It can be understood that, based on the correspondence between the light-transmitting region and the sub-pixel region, the size of the light-transmitting region should be smaller than that of the sub-pixel region. Since the size of the sub-pixels is at the micrometer level, the size of the light-transmitting region in the present embodiment should be at least at the micrometer level or even at the nanometer level. Of course, as the resolution of the display panel 1 increases, the size of the sub-pixel region may be smaller, and the size of the light-transmitting region should be reduced.

In the display panel 1 in the prior art, the sub-pixel regions are generally arranged in an array, so that the light-transmitting regions are also preferably arranged in an array.
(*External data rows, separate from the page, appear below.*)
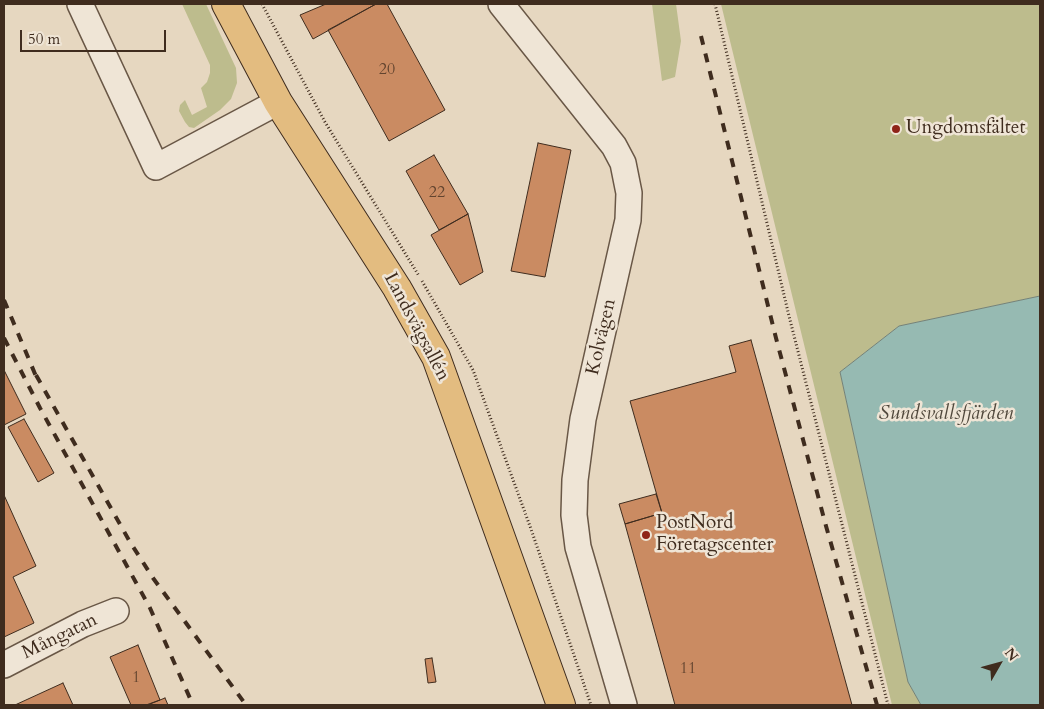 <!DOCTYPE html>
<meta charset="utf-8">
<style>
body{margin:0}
#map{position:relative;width:1044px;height:709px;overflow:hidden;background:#e6d7c0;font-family:Cardo,serif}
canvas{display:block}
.frame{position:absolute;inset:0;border:5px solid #3f2c1e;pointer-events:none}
.north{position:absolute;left:974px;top:639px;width:50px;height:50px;-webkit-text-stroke:4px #efe5d6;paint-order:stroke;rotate:52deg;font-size:14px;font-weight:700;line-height:20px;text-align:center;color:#3f2c1e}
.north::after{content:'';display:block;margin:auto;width:18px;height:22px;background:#3f2c1e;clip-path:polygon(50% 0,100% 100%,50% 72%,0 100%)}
.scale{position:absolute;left:20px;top:30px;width:146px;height:22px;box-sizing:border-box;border:2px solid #3f2c1e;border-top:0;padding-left:6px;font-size:15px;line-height:18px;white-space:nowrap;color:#3f2c1e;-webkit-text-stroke:4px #efe5d6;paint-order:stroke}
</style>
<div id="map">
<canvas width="1044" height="709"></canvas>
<div class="frame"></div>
<div class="north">N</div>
<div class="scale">50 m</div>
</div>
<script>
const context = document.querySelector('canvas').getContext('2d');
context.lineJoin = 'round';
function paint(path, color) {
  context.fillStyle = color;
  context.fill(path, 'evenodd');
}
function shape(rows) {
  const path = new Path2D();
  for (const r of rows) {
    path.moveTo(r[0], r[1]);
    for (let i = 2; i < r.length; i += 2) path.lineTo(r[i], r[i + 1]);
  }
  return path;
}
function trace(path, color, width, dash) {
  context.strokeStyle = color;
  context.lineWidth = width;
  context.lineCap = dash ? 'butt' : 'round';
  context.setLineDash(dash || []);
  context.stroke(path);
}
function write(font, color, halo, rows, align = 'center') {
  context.font = font + ' Cardo,serif';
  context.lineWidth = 5;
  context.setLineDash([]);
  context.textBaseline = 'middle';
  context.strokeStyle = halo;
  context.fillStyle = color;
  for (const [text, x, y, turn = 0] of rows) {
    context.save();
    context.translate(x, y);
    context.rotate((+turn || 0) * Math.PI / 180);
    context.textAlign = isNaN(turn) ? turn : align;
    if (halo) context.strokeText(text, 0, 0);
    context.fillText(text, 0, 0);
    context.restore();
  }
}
const green = shape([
 [182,4,206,4,236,68,237,83,231,99,220,110,194,128,189,127,185,122,179,111,180,105,185,100,192,115,207,107,201,88,207,82,210,73,210,65],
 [652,4,676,4,681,41,675,77,662,81],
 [721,4,1040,4,1040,296,899,326,840,372,908,682,921,705,892,705]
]);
const water = shape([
 [1040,296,1040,705,921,705,908,682,840,372,899,326,1040,296]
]);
const building = shape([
 [326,4,376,4,313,39,300,15,326,4],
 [376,4,387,4,445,110,389,141,328,30,376,4],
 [538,143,571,150,545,277,511,271,538,143],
 [434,155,468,214,439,230,406,171,434,155],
 [468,214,483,272,460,285,431,235,468,214],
 [751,340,852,705,675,705,625,524,662,513,630,401,736,372,729,346,751,340],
 [4,370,26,414,4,425,4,370],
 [24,419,54,473,38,482,8,427,24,419],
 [656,494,662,513,625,524,619,504,656,494],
 [4,495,36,566,13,577,34,623,4,637,4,495],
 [138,645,160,700,146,705,131,705,110,657,138,645],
 [432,658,436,682,428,683,425,659,432,658],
 [63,683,73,705,15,705,63,683],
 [165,698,168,705,151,705,150,704,165,698]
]);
const path = shape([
 [262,4,325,122,419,276],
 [715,4,789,316,888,705],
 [422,281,473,370,531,529,591,705]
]);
const minor = shape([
 [80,4,156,167,278,102],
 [501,4,614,146,623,163,629,193,628,220,583,419,575,480,574,515,578,547,624,705],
 [4,665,83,624,116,611]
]);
const major = shape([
 [226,4,278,102,397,288,436,357,561,705]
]);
const rail = shape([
 [701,36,776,338,826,526,877,705],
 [4,300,38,381],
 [4,338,40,408,150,608,193,705],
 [36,375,130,542,153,578,246,705]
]);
const markers = [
 [896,129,5,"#8f2418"],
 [646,535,5,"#8f2418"]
];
const numberNames = [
 ["20",387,70],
 ["22",437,193],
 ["11",688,669],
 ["1",136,678]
];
const poiNames = [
 ["Ungdomsfältet",906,129],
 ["PostNord",656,524],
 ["Företagscenter",656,546]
];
const streetNames = [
 ["Landsvägsallén",416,327,62],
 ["Kolvägen",602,337,-77],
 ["Mångatan",60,637,-26]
];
const waterNames = [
 ["Sundsvallsfjärden",946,414]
];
paint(green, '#bdbc8d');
paint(water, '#96bab2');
trace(water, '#738177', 1);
paint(building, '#ca8b62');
trace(building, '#3f2c1e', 1);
trace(minor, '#695746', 28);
trace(major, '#3f2c1e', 30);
trace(path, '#3f2c1e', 3, [1, 2.5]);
trace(minor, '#efe5d6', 25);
trace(major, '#e3bc80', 28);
trace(rail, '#3f2c1e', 4, [9, 9]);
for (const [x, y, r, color] of markers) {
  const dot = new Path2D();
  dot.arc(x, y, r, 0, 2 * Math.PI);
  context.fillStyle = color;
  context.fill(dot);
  trace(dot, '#efe5d6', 2);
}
write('16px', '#62442f', null, numberNames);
write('19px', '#3f2c1e', '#efe5d6', poiNames, 'left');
write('19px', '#3f2c1e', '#efe5d6', streetNames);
write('italic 20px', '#50483c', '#efe5d6', waterNames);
</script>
For example, the first film layer 2 may be a film layer with a grid pattern, the grid areas arranged in an array are light-transmitting areas, and the other areas are reflecting areas.

Preferably, in this embodiment, the first film layer 2 is a patterned film layer, the hollowed-out portion 21 of the first film layer 2 defines a light-transmitting area, and the main body portion of the first film layer 2 defines a reflecting area.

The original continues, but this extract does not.